We address the problem of American Sign Language fingerspelling recognition “in the wild”, using videos collected from websites. We introduce the largest data set available so far for the problem of fingerspelling recognition, and the first using naturally occurring video data. Using this data set, we present the first attempt to recognize fingerspelling sequences in this challenging setting.

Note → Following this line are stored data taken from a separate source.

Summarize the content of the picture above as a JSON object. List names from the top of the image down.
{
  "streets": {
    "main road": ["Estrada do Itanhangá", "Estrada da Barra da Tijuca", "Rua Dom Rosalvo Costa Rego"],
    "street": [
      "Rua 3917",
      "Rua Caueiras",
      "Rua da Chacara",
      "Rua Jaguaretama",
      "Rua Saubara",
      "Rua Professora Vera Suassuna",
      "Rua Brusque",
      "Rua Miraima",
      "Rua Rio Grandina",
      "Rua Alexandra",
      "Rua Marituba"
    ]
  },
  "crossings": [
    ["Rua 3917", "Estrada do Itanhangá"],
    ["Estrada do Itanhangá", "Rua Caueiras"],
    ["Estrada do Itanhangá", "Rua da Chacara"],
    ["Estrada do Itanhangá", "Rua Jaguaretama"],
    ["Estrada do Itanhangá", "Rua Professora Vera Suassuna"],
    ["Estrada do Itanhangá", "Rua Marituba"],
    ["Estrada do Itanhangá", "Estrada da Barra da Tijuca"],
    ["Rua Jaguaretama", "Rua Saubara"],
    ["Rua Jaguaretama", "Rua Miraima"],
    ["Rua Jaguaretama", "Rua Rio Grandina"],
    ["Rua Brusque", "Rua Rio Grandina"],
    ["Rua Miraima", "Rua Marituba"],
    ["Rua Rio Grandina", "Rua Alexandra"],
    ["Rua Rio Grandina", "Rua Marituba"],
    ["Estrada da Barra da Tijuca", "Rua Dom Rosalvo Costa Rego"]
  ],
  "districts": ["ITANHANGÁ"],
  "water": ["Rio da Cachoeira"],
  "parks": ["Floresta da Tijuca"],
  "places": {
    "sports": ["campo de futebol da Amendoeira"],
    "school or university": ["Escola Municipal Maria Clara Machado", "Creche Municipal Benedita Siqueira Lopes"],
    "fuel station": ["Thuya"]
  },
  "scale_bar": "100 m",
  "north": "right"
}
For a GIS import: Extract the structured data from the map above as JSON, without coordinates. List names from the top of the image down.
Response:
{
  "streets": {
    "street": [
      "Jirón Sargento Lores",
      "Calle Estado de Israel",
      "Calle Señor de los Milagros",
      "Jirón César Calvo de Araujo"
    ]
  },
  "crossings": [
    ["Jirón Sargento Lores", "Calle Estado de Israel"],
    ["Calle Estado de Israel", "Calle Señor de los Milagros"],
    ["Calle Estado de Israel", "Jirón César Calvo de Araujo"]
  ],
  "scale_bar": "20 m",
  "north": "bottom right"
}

Unlike prior work, our video data is extremely challenging due to low frame rates and visual variability. To tackle the visual challenges, we train a special-purpose signing hand detector using a small subset of our data. Given the hand detector output, a sequence model decodes the hypothesized fingerspelled letter sequence. For the sequence model, we explore attention-based recurrent encoder-decoders and CTC-based approaches. As the first attempt at fingerspelling recognition in the wild, this work is intended to serve as a baseline for future work on sign language recognition in realistic conditions. We find that, as expected, letter error rates are much higher than in previous work on more controlled data, and we analyze the sources of error and effects of model variants.
野外美国手语手指拼写识别
我们使用从网站上收集的视频,解决了“在野外”识别美国手语手指拼写的问题。我们介绍了迄今为止可用于指纹识别问题的最大数据集,也是第一个使用自然发生的视频数据的数据集。使用该数据集,我们首次尝试在这种具有挑战性的设置中识别指纹拼写序列。与之前的工作不同,由于低帧率和视觉可变性,我们的视频数据极具挑战性。为了解决视觉上的挑战,我们使用一小部分数据训练了一个特殊用途的手语检测器。给定手检测器输出,序列模型解码假设的手指拼写字母序列。对于序列模型,我们探索了基于注意的循环编码器-解码器和基于ctc的方法。作为野外手势语识别的首次尝试,本工作旨在为未来在现实条件下的手语识别工作奠定基础。我们发现,正如预期的那样,字母错误率比以前在更多受控数据上的工作要高得多,我们分析了错误的来源和模型变量的影响。
本文章由计算机程序翻译,如有差异,请以英文原文为准。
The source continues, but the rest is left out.